** Stored data **
_____

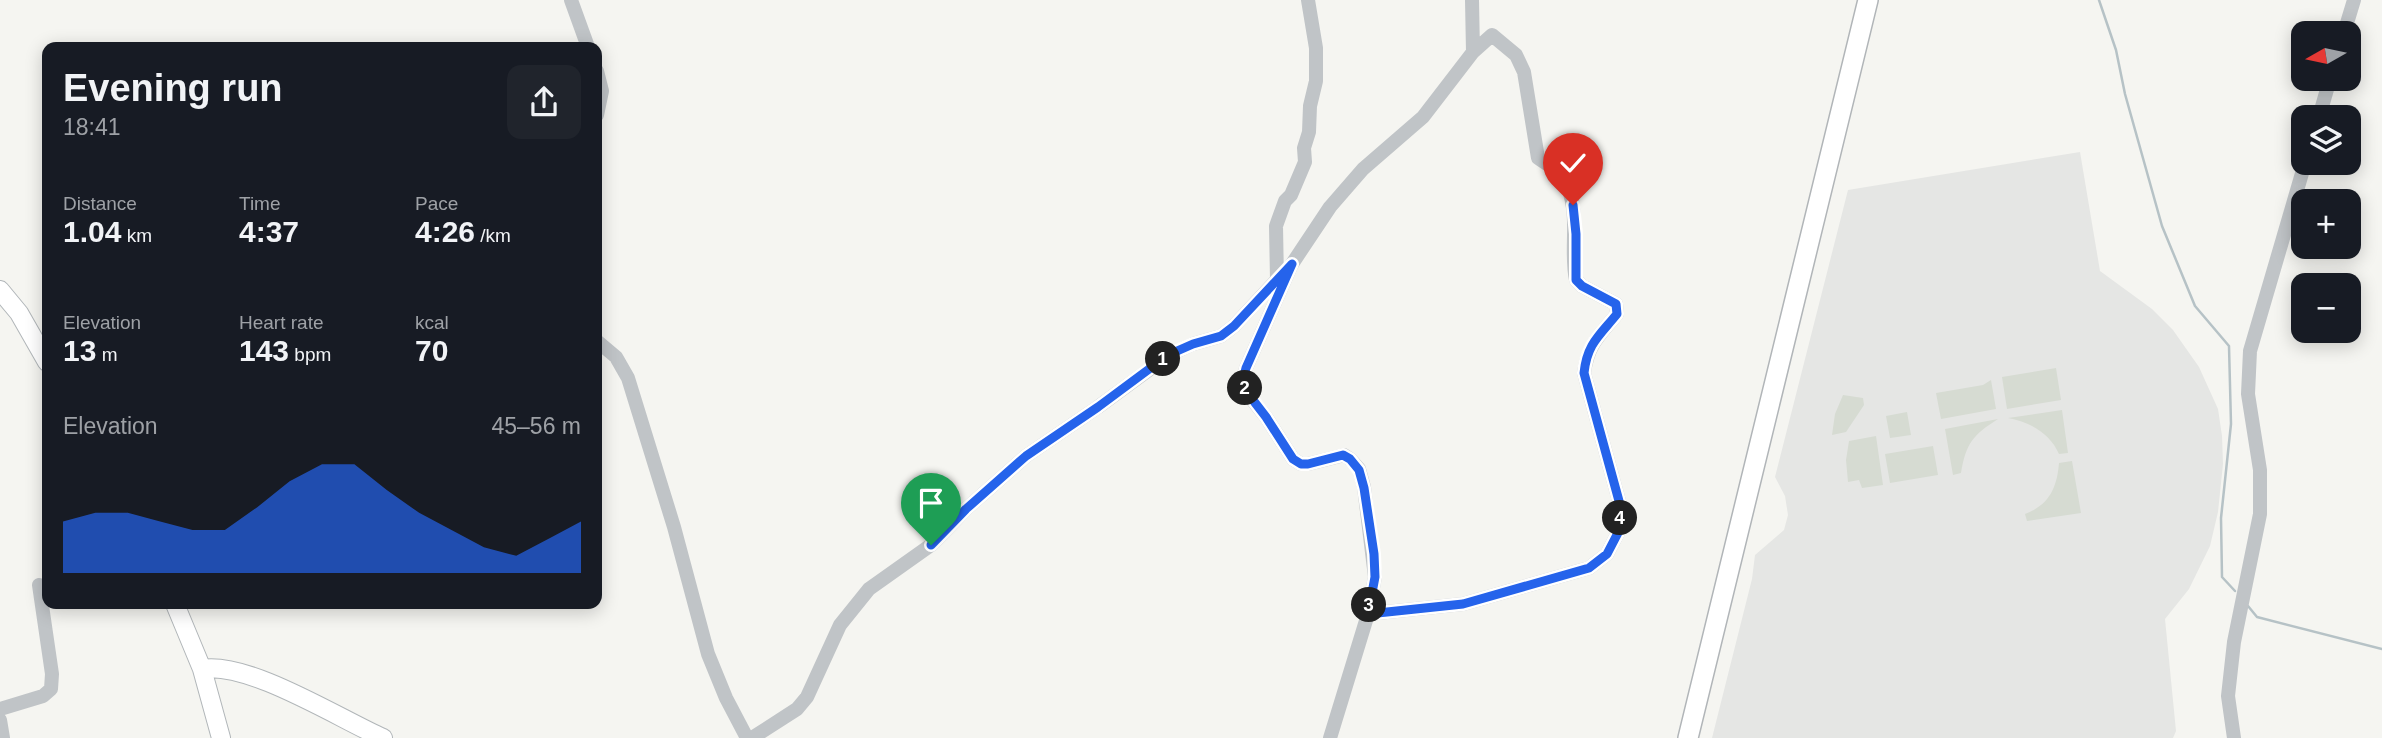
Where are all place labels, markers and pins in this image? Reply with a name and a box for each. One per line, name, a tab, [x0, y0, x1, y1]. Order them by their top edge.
pin	[1543, 133, 1603, 205]
pin: 1	[1146, 342, 1180, 376]
pin: 2	[1228, 370, 1262, 406]
pin	[901, 473, 961, 545]
pin: 4	[1602, 500, 1638, 536]
pin: 3	[1352, 588, 1386, 622]

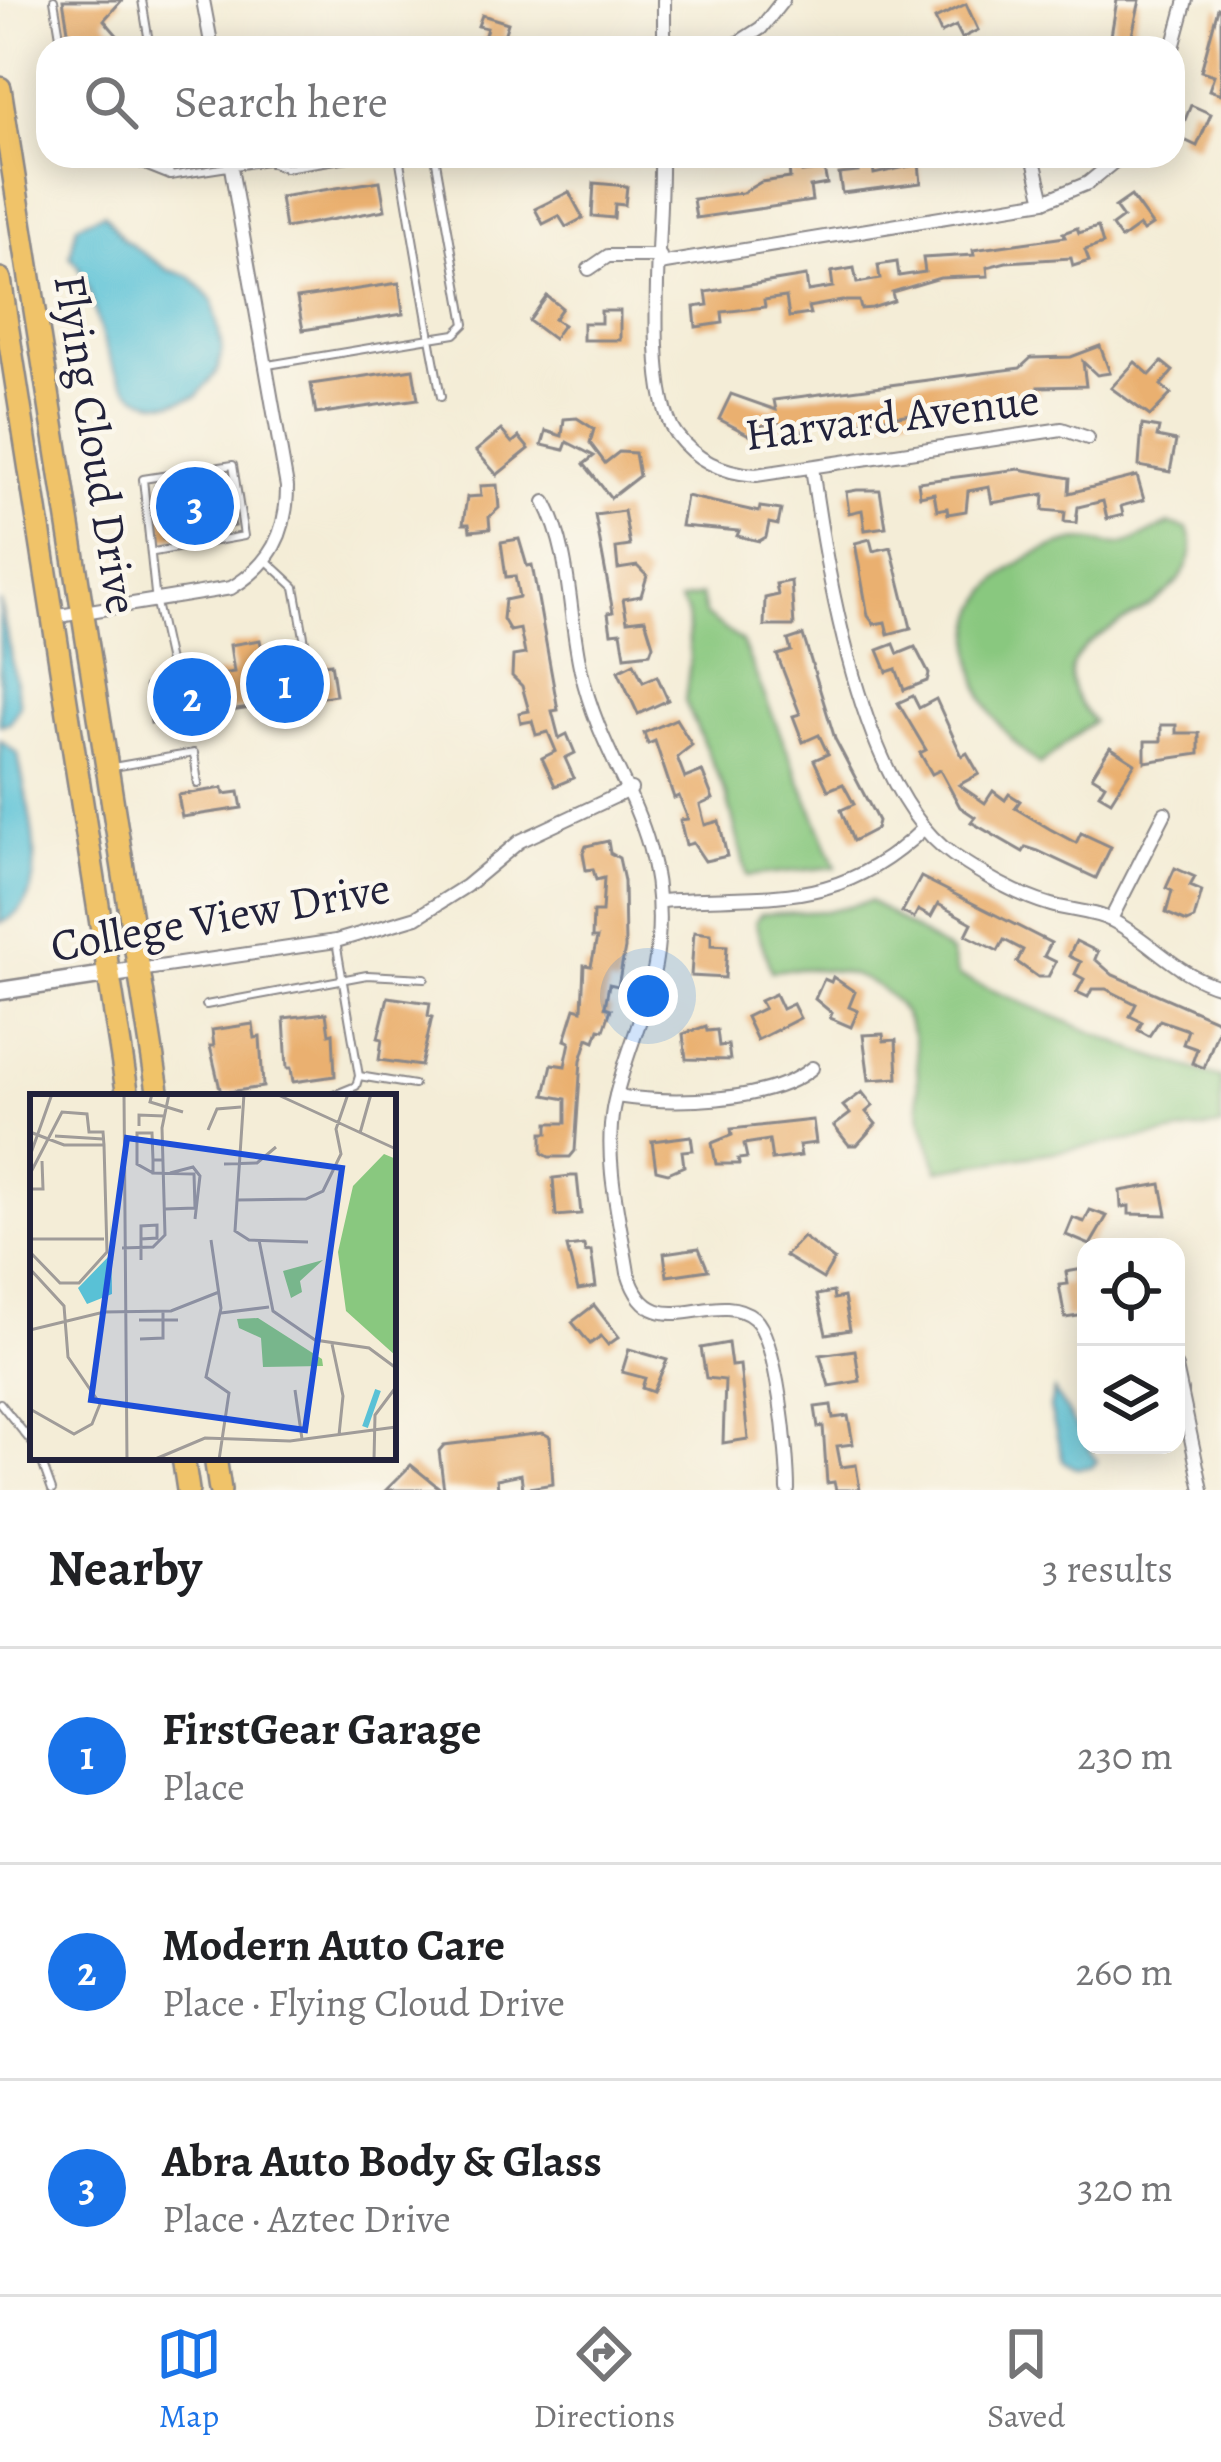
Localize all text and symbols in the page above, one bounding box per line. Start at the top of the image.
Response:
search box [36,36,1185,168]
icon: search [78,69,144,135]
text: Search here [174,71,388,133]
street label: Flying Cloud Drive [39,270,153,618]
street label: Harvard Avenue [741,368,1043,466]
pin: 3 [156,461,234,551]
pin: 1 [246,639,324,729]
pin: 2 [153,652,231,742]
street label: College View Drive [46,857,395,977]
your location [618,966,678,1026]
inset map [30,1094,396,1460]
map controls [1077,1238,1185,1454]
button: locate [1077,1238,1185,1346]
button: layers [1077,1346,1185,1454]
text: Nearby [48,1533,202,1603]
text: 3 results [1042,1542,1173,1595]
text: FirstGear Garage [162,1698,482,1760]
text: 1 [80,1729,94,1782]
text: 230 m [1077,1729,1173,1782]
text: Place [162,1760,245,1813]
text: Modern Auto Care [162,1914,505,1976]
text: 2 [78,1945,96,1998]
text: 260 m [1075,1945,1173,1998]
text: Place · Flying Cloud Drive [162,1976,565,2029]
text: Abra Auto Body & Glass [162,2130,602,2192]
text: 3 [79,2161,95,2214]
text: 320 m [1077,2161,1173,2214]
text: Place · Aztec Drive [162,2192,451,2245]
tab: Map [156,2321,222,2438]
tab: Directions [534,2321,675,2438]
tab: Saved [987,2321,1065,2438]

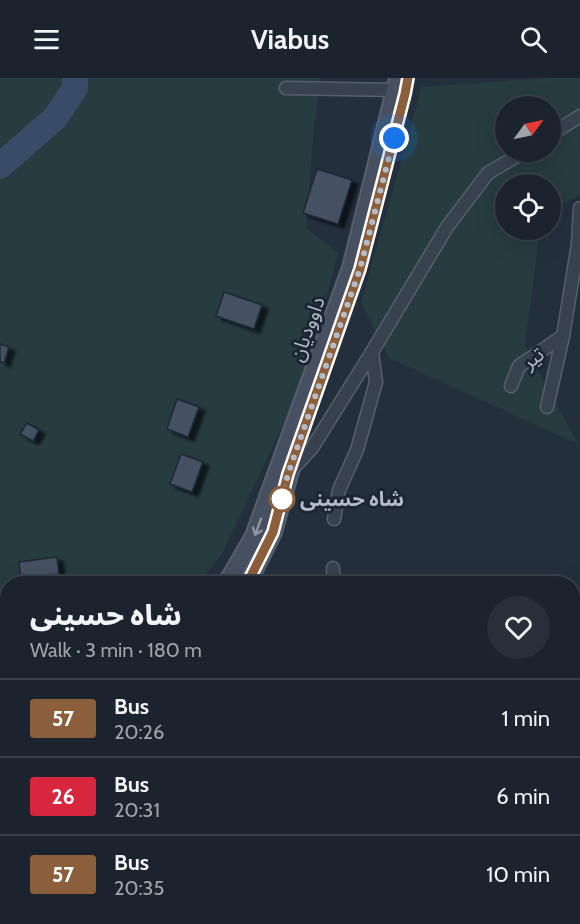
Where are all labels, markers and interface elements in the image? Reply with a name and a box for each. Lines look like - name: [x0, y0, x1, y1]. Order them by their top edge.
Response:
- icon: menu: [30, 23, 63, 56]
- text: Viabus: [251, 23, 329, 56]
- icon: search: [517, 23, 550, 56]
- north arrow: [495, 96, 561, 162]
- map controls: [495, 96, 561, 240]
- your location: [379, 123, 409, 153]
- button: locate: [495, 174, 561, 240]
- street label: داوودیان: [284, 293, 330, 365]
- street label: تیر: [516, 342, 549, 375]
- marker: شاه حسینی: [269, 486, 295, 512]
- place label: شاه حسینی: [300, 487, 404, 511]
- one-way arrow: [251, 517, 262, 535]
- button: heart: [487, 596, 550, 659]
- text: شاه حسینی: [30, 598, 182, 632]
- text: Walk · 3 min · 180 m: [30, 638, 202, 662]
- text: Bus: [114, 693, 149, 720]
- text: 1 min: [502, 705, 550, 732]
- text: 57: [52, 706, 74, 731]
- text: 20:26: [114, 720, 164, 744]
- text: Bus: [114, 771, 149, 798]
- text: 6 min: [496, 783, 550, 810]
- text: 26: [52, 784, 74, 809]
- text: 20:31: [114, 798, 160, 822]
- text: Bus: [114, 849, 149, 876]
- text: 10 min: [486, 861, 550, 888]
- text: 57: [52, 862, 74, 887]
- text: 20:35: [114, 876, 164, 900]

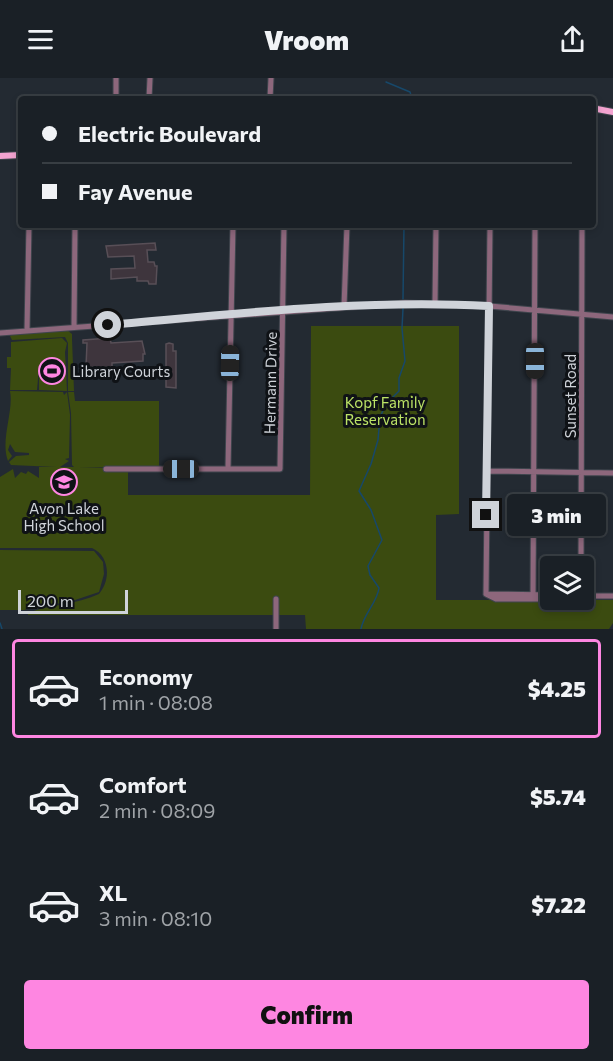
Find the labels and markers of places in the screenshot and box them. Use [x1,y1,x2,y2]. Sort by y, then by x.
sports icon: Library Courts [37,356,67,386]
place label: Library Courts [72,362,170,380]
school or university icon: Avon Lake High School [49,467,79,497]
place label: Avon Lake High School [23,499,105,534]

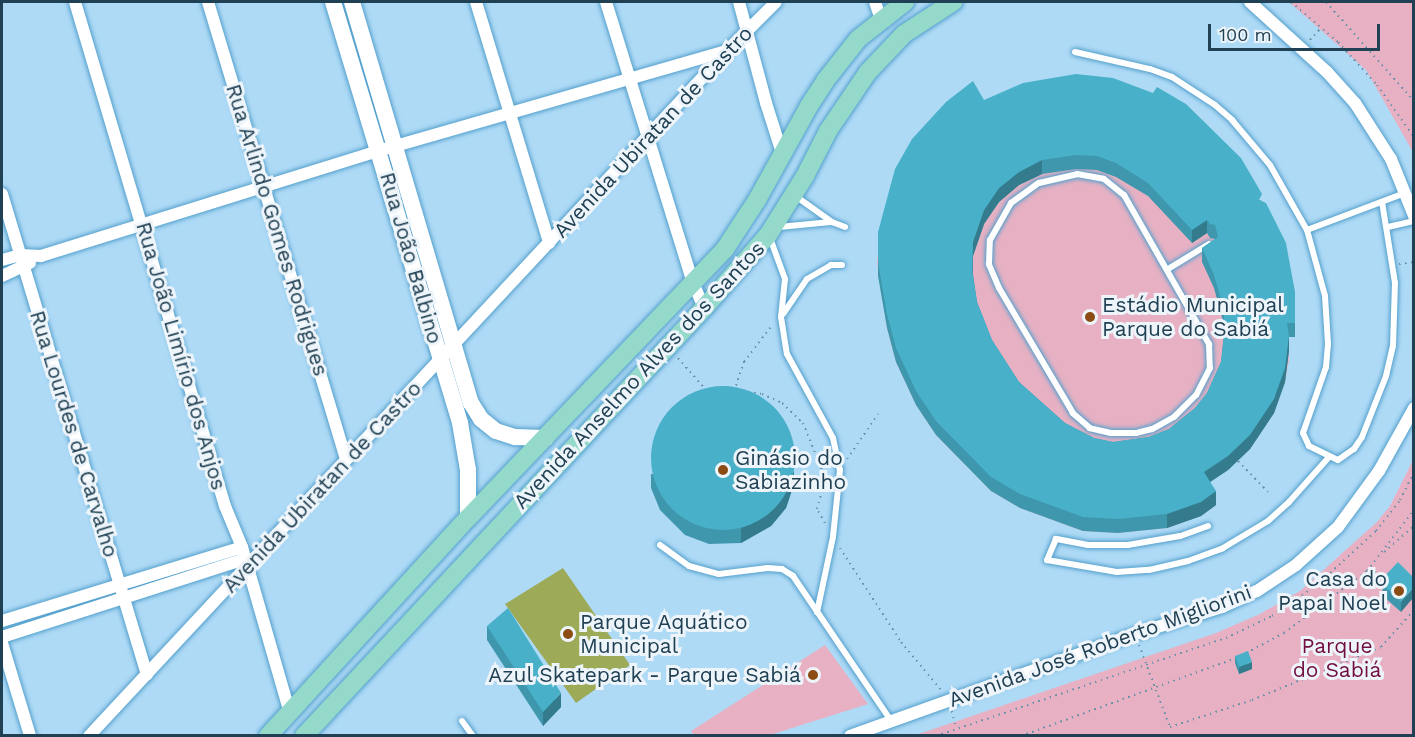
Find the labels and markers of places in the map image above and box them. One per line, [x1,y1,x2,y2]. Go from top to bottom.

_____

** Task **
Return every line above word for word, minus images.

** Result of this task **
Where are all place labels, markers and pins in this image? Reply with a name and a box for each. One per line, name, a tab, [x0, y0, x1, y1]. Order them by their top edge.
pin	[1543, 133, 1603, 205]
pin: 1	[1146, 342, 1180, 376]
pin: 2	[1228, 370, 1262, 406]
pin	[901, 473, 961, 545]
pin: 4	[1602, 500, 1638, 536]
pin: 3	[1352, 588, 1386, 622]

Localize all text and symbols in the page above, one bounding box per line. Start at the top of the image.
Response:
search box [36,36,1185,168]
icon: search [78,69,144,135]
text: Search here [174,71,388,133]
street label: Flying Cloud Drive [39,270,153,618]
street label: Harvard Avenue [741,368,1043,466]
pin: 3 [156,461,234,551]
pin: 1 [246,639,324,729]
pin: 2 [153,652,231,742]
street label: College View Drive [46,857,395,977]
your location [618,966,678,1026]
inset map [30,1094,396,1460]
map controls [1077,1238,1185,1454]
button: locate [1077,1238,1185,1346]
button: layers [1077,1346,1185,1454]
text: Nearby [48,1533,202,1603]
text: 3 results [1042,1542,1173,1595]
text: FirstGear Garage [162,1698,482,1760]
text: 1 [80,1729,94,1782]
text: 230 m [1077,1729,1173,1782]
text: Place [162,1760,245,1813]
text: Modern Auto Care [162,1914,505,1976]
text: 2 [78,1945,96,1998]
text: 260 m [1075,1945,1173,1998]
text: Place · Flying Cloud Drive [162,1976,565,2029]
text: Abra Auto Body & Glass [162,2130,602,2192]
text: 3 [79,2161,95,2214]
text: 320 m [1077,2161,1173,2214]
text: Place · Aztec Drive [162,2192,451,2245]
tab: Map [156,2321,222,2438]
tab: Directions [534,2321,675,2438]
tab: Saved [987,2321,1065,2438]

Where are all labels, markers and interface elements in the image? Reply with a name and a box for each. Lines look like - name: [x0, y0, x1, y1]. Order them by their top edge.
Response:
- icon: menu: [30, 23, 63, 56]
- text: Viabus: [251, 23, 329, 56]
- icon: search: [517, 23, 550, 56]
- north arrow: [495, 96, 561, 162]
- map controls: [495, 96, 561, 240]
- your location: [379, 123, 409, 153]
- button: locate: [495, 174, 561, 240]
- street label: داوودیان: [284, 293, 330, 365]
- street label: تیر: [516, 342, 549, 375]
- marker: شاه حسینی: [269, 486, 295, 512]
- place label: شاه حسینی: [300, 487, 404, 511]
- one-way arrow: [251, 517, 262, 535]
- button: heart: [487, 596, 550, 659]
- text: شاه حسینی: [30, 598, 182, 632]
- text: Walk · 3 min · 180 m: [30, 638, 202, 662]
- text: Bus: [114, 693, 149, 720]
- text: 1 min: [502, 705, 550, 732]
- text: 57: [52, 706, 74, 731]
- text: 20:26: [114, 720, 164, 744]
- text: Bus: [114, 771, 149, 798]
- text: 6 min: [496, 783, 550, 810]
- text: 26: [52, 784, 74, 809]
- text: 20:31: [114, 798, 160, 822]
- text: Bus: [114, 849, 149, 876]
- text: 10 min: [486, 861, 550, 888]
- text: 57: [52, 862, 74, 887]
- text: 20:35: [114, 876, 164, 900]

Find the labels and markers of places in the screenshot and box them. Use [x1,y1,x2,y2]. Sort by y, then by x.
sports icon: Library Courts [37,356,67,386]
place label: Library Courts [72,362,170,380]
school or university icon: Avon Lake High School [49,467,79,497]
place label: Avon Lake High School [23,499,105,534]

Find the labels and markers of places in the map image above and box them. One per line, [x1,y1,x2,y2]. Go from top to bottom.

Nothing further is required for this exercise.